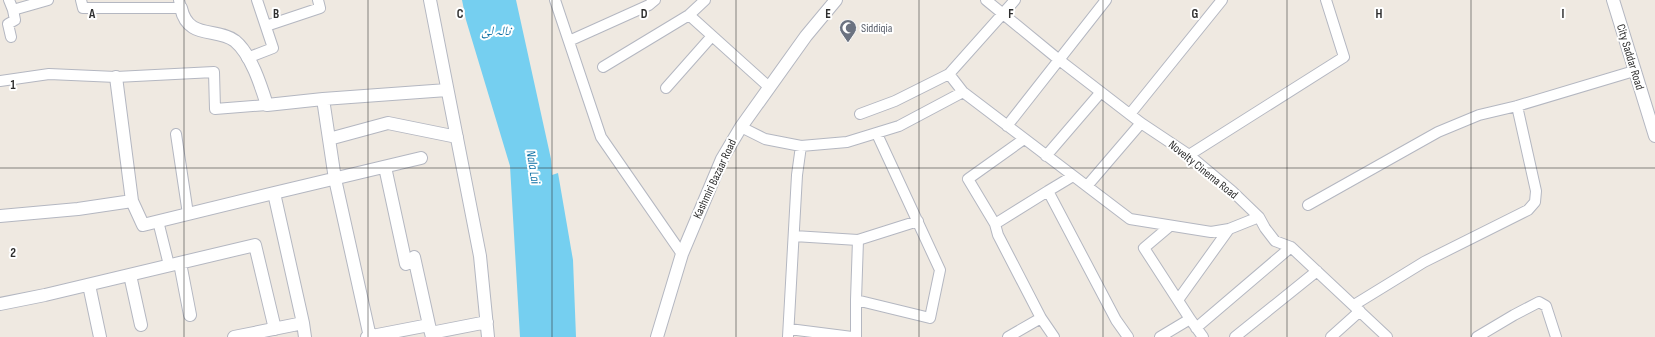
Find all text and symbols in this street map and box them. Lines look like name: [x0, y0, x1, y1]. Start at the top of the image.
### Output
text: A: [88, 6, 96, 22]
text: B: [273, 6, 279, 22]
text: C: [457, 6, 464, 22]
text: D: [641, 6, 648, 22]
text: E: [825, 6, 831, 22]
text: F: [1008, 6, 1014, 22]
text: G: [1192, 6, 1199, 22]
text: H: [1376, 6, 1383, 22]
text: I: [1562, 6, 1565, 22]
mosque icon: Siddiqia: [838, 18, 858, 43]
place label: Siddiqia: [861, 21, 893, 36]
street label: City Saddar Road: [1613, 22, 1647, 92]
water label: نالہ لئ: [481, 23, 513, 39]
text: 1: [10, 77, 16, 93]
street label: Kashmiri Bazaar Road: [690, 137, 740, 221]
street label: Novelty Cinema Road: [1165, 137, 1241, 203]
water label: Nala Lai: [522, 149, 544, 185]
text: 2: [10, 245, 16, 261]

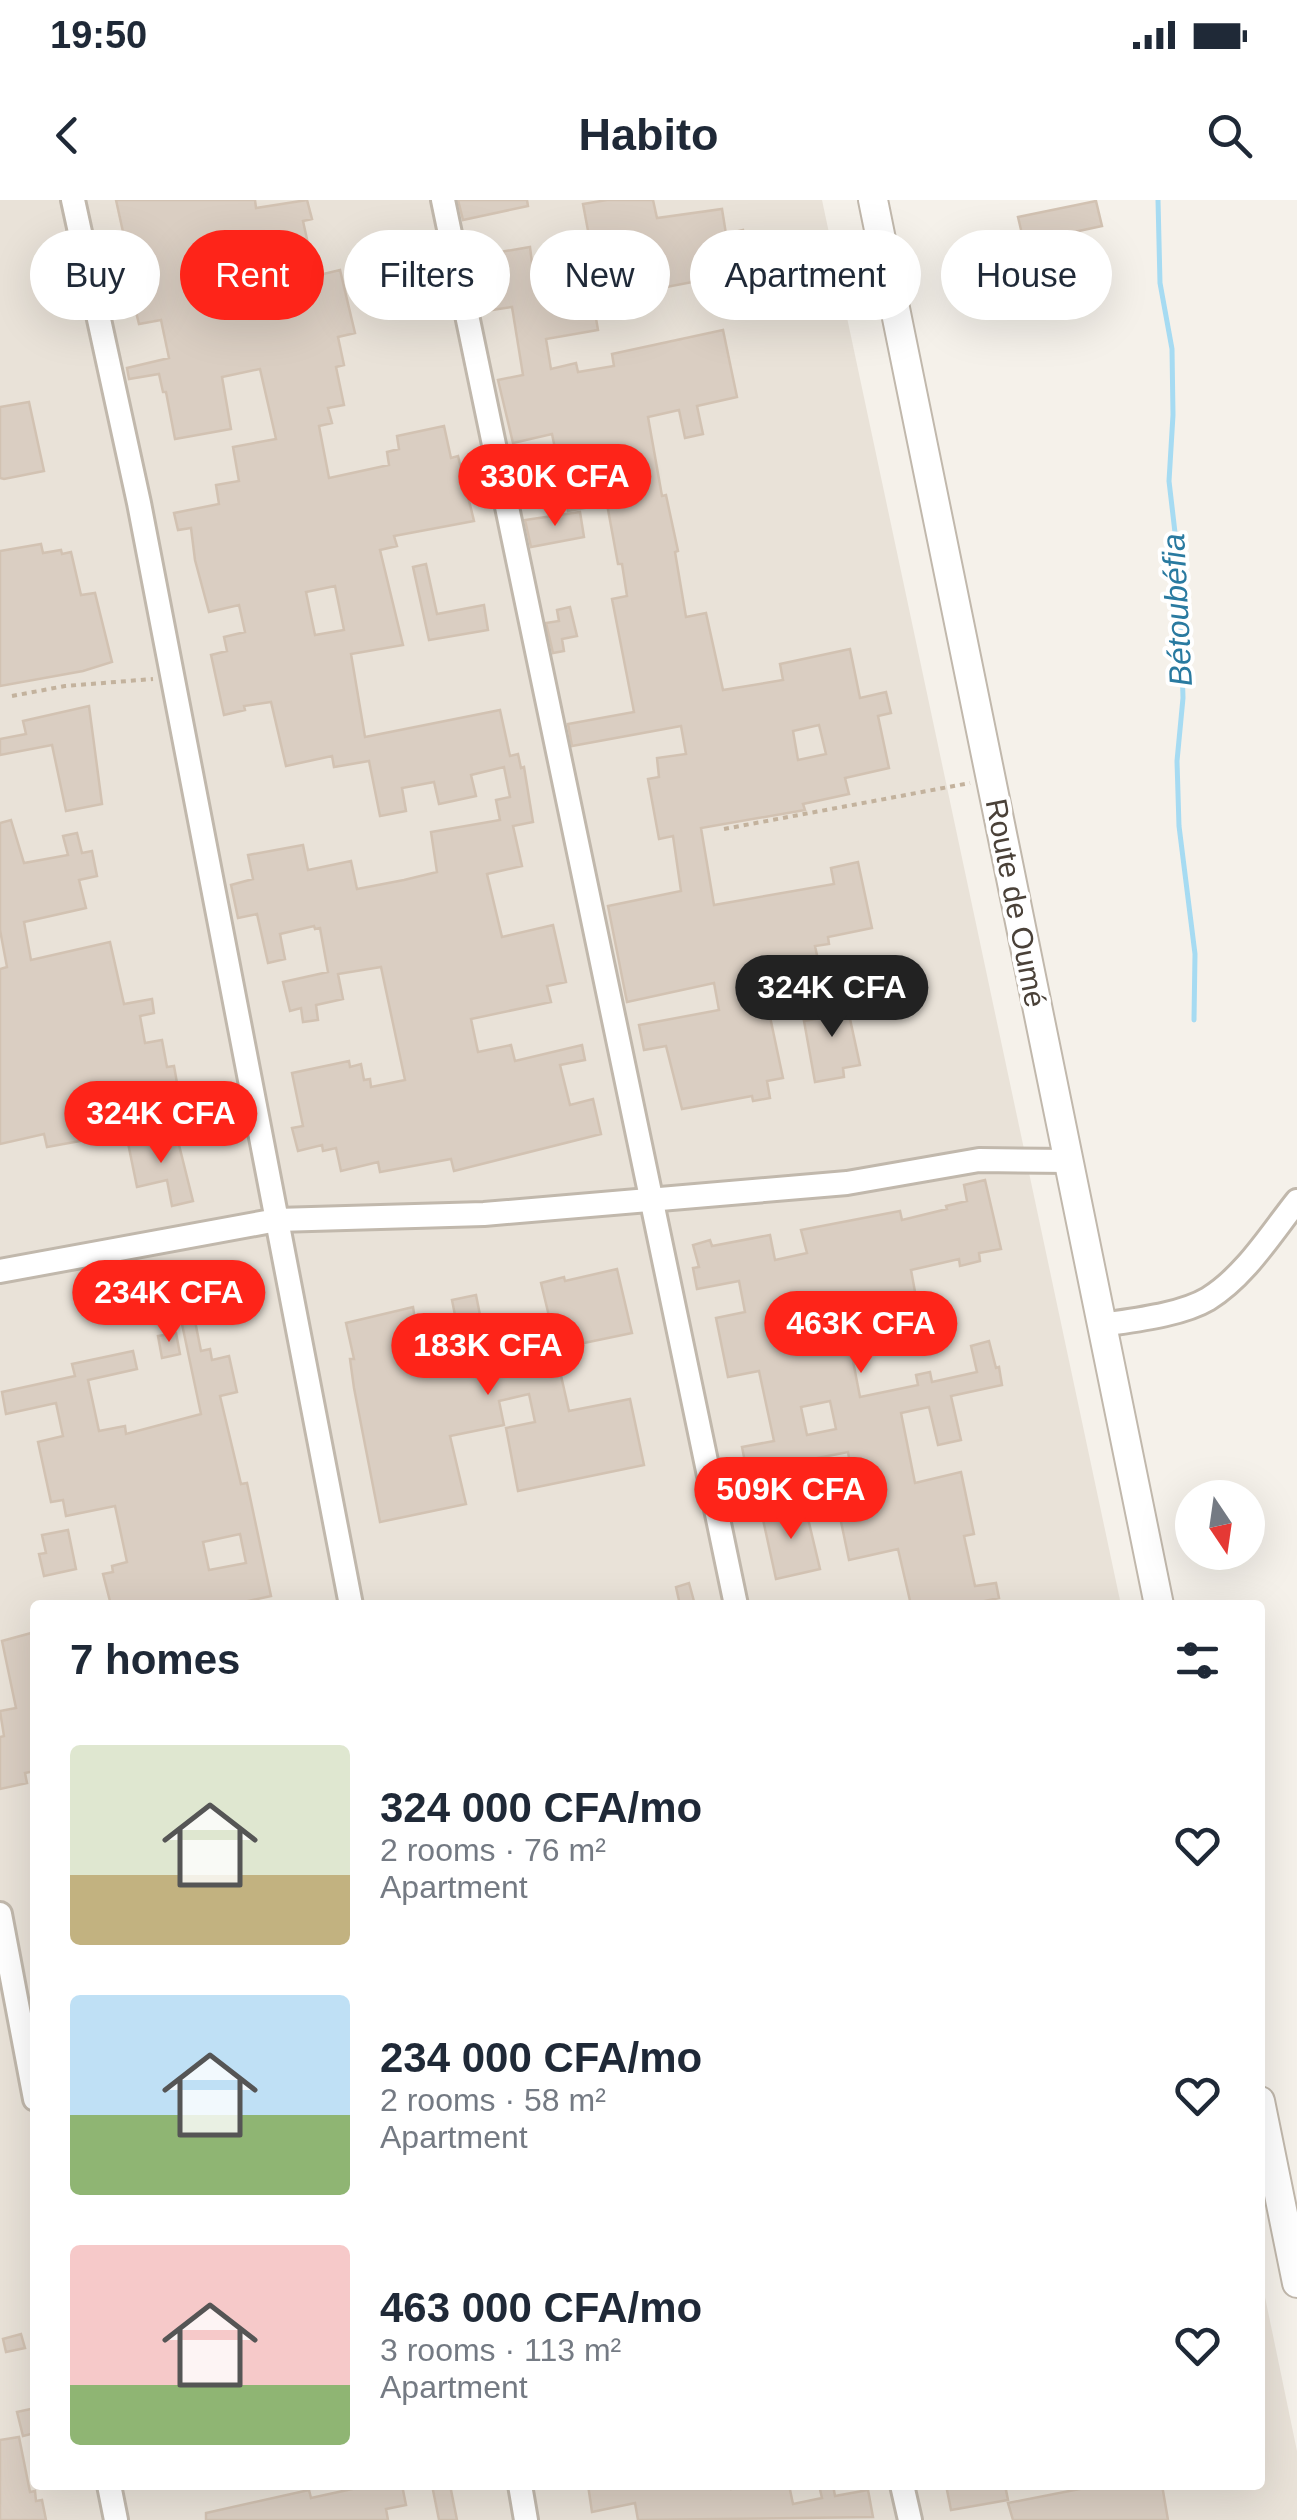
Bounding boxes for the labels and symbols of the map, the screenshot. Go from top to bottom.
pin: 330K CFA [452,444,658,529]
water label: Bétoubéfia [1155,533,1199,687]
street label: Route de Oumé [980,796,1052,1010]
pin: 324K CFA [729,955,935,1040]
pin: 324K CFA [58,1081,264,1166]
pin: 234K CFA [66,1260,272,1345]
pin: 463K CFA [758,1291,964,1376]
pin: 183K CFA [385,1313,591,1398]
pin: 509K CFA [688,1457,894,1542]
north arrow [1175,1480,1265,1570]

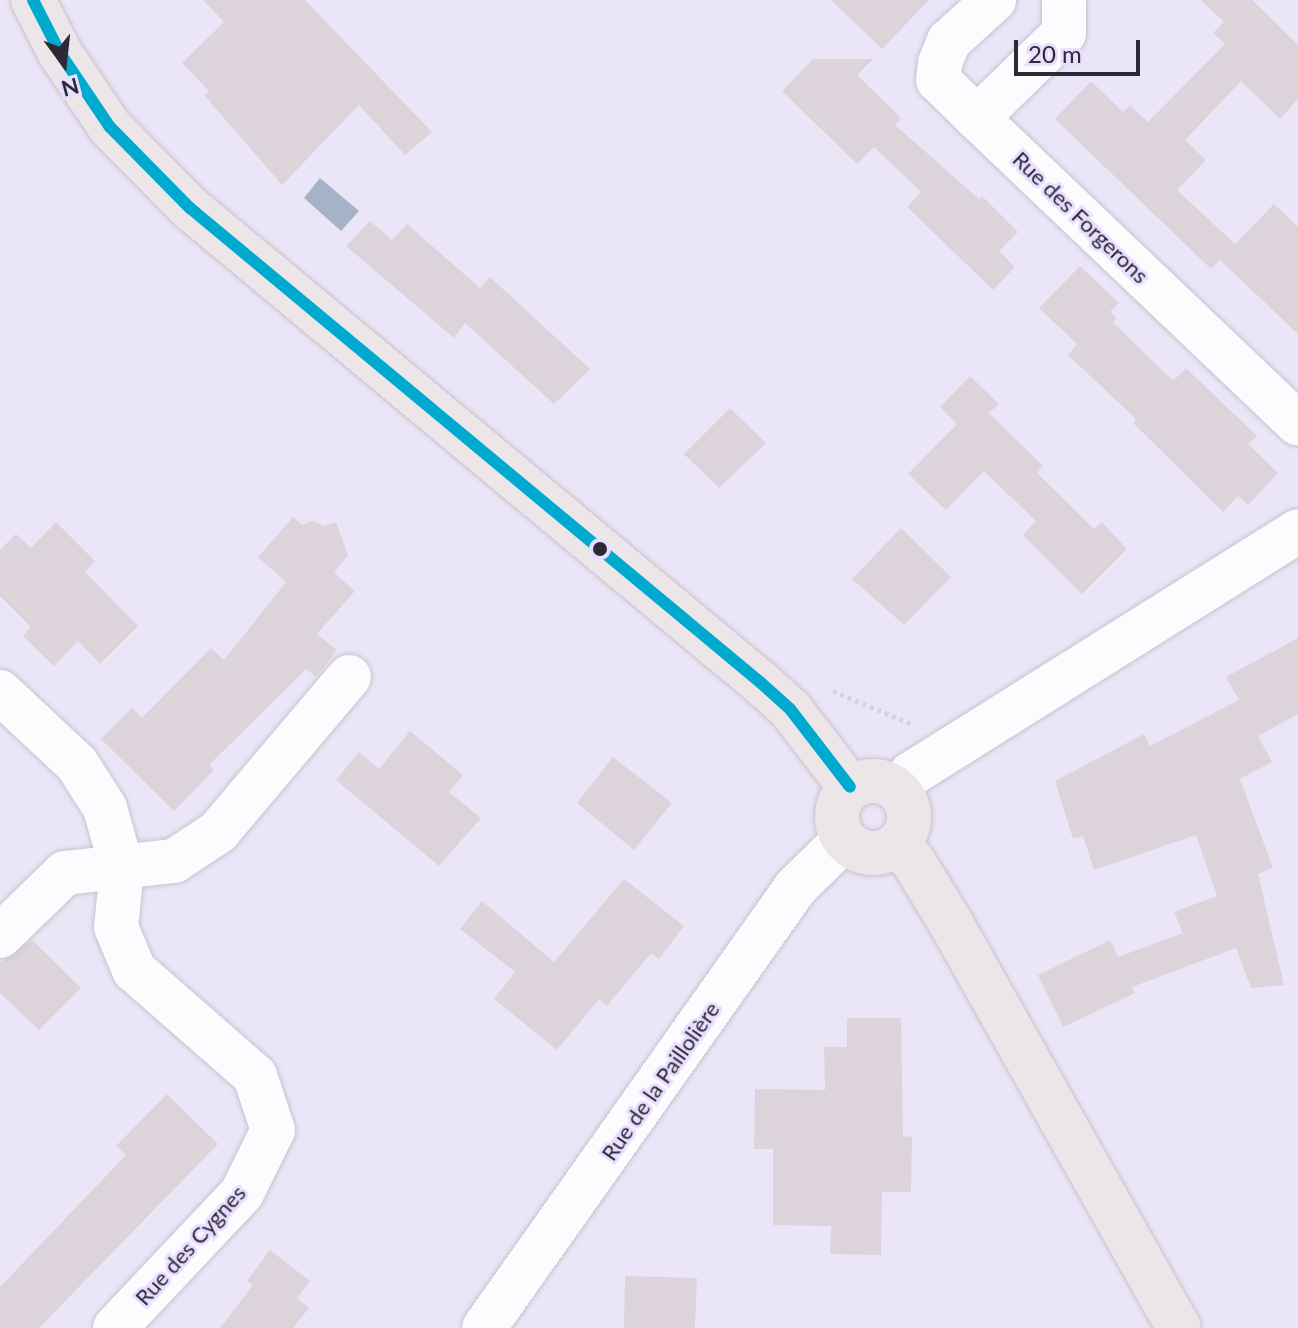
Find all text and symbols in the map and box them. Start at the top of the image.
north arrow [24,24,104,104]
scale bar [1018,24,1144,74]
text: 20 m [1028,39,1082,68]
text: N [59,72,82,103]
street label: Rue des Forgerons [1008,146,1154,288]
unlabelled marker [592,541,608,557]
street label: Rue de la Paillolière [595,997,725,1165]
street label: Rue des Cygnes [129,1180,251,1310]

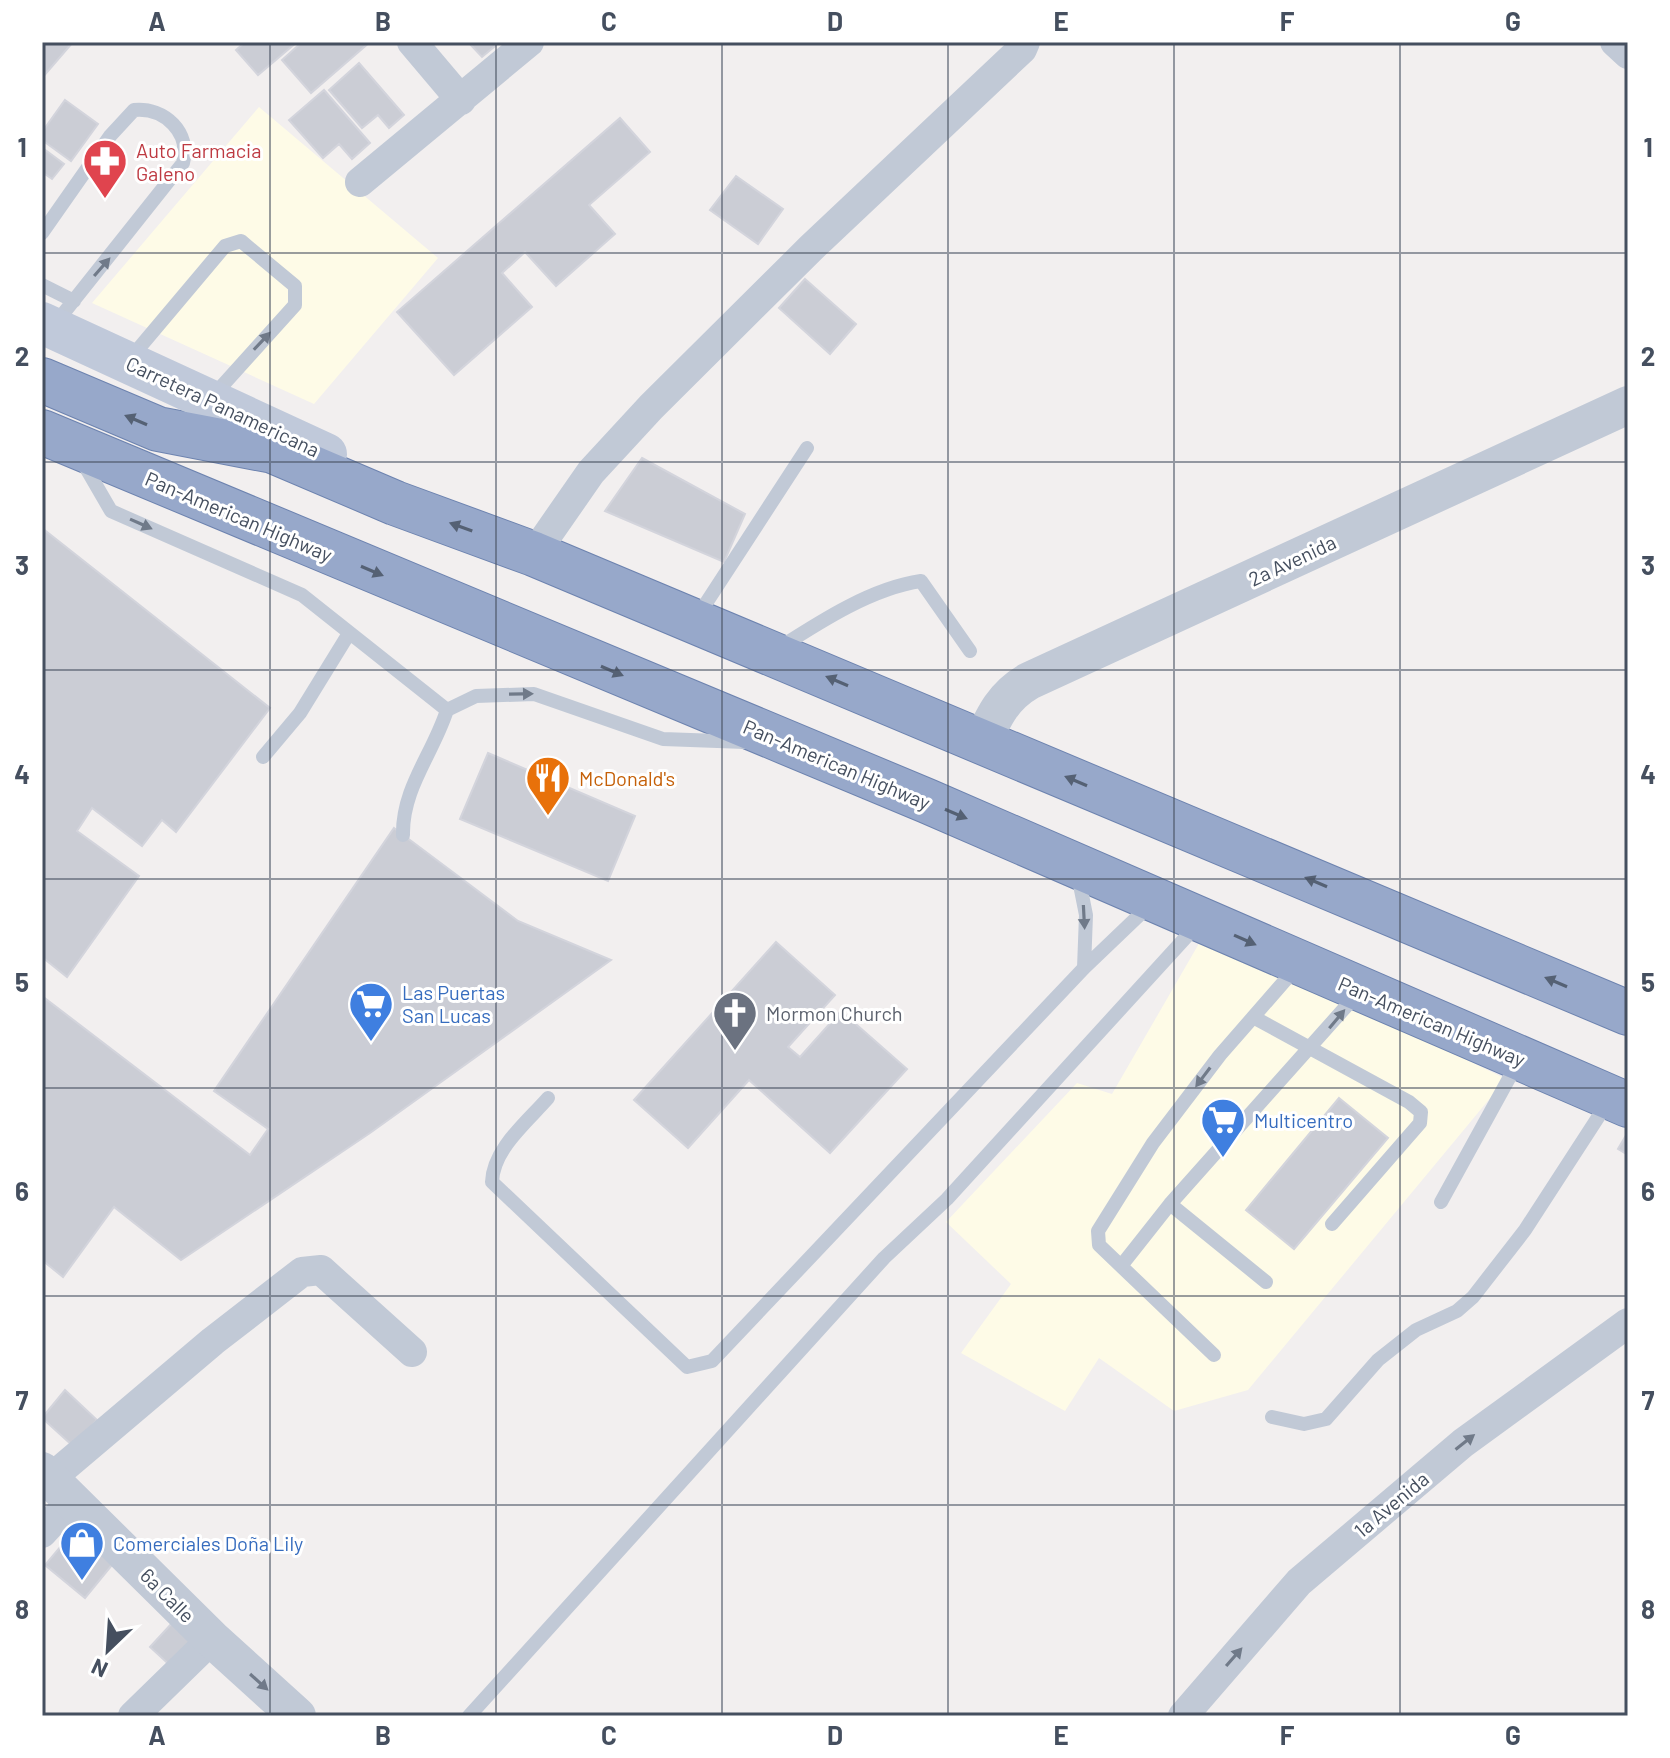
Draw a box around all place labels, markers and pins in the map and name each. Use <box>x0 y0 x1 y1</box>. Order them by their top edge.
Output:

....................

Your goal
Check each line of the listing above for the word "name". Then state how many lines have it, and nothing further.

Result of the task
2